▽

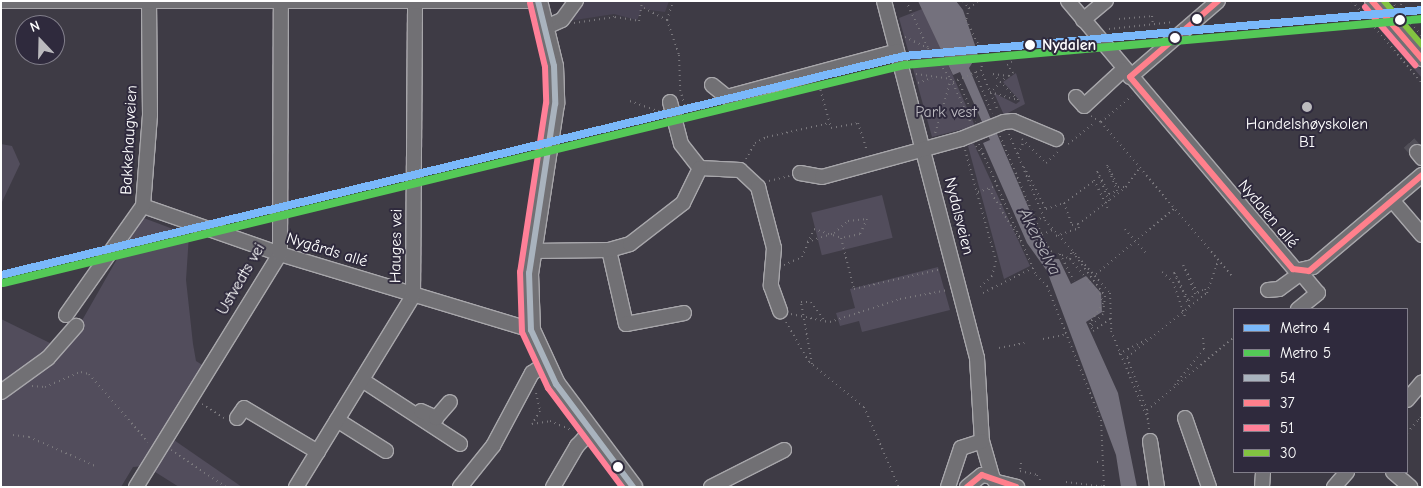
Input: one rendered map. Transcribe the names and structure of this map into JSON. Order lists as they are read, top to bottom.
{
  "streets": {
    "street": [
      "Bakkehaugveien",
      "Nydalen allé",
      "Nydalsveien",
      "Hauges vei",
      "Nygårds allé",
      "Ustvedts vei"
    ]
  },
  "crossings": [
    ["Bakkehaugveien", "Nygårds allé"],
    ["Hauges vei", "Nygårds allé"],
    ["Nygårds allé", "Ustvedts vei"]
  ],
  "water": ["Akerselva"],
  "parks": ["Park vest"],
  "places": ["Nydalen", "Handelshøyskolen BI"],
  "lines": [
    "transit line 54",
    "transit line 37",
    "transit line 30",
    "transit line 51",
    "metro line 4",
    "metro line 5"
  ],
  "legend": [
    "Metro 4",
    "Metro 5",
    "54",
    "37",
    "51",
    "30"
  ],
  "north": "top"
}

△

REQUIREMENT: Repeat the full listing above exactly, with no pictures in the copy.

THE ANSWER:
Input: one rendered map. Transcribe the names and structure of this map into JSON. Order lists as they are read, top to bottom.
{
  "streets": {
    "street": [
      "Bakkehaugveien",
      "Nydalen allé",
      "Nydalsveien",
      "Hauges vei",
      "Nygårds allé",
      "Ustvedts vei"
    ]
  },
  "crossings": [
    ["Bakkehaugveien", "Nygårds allé"],
    ["Hauges vei", "Nygårds allé"],
    ["Nygårds allé", "Ustvedts vei"]
  ],
  "water": ["Akerselva"],
  "parks": ["Park vest"],
  "places": ["Nydalen", "Handelshøyskolen BI"],
  "lines": [
    "transit line 54",
    "transit line 37",
    "transit line 30",
    "transit line 51",
    "metro line 4",
    "metro line 5"
  ],
  "legend": [
    "Metro 4",
    "Metro 5",
    "54",
    "37",
    "51",
    "30"
  ],
  "north": "top"
}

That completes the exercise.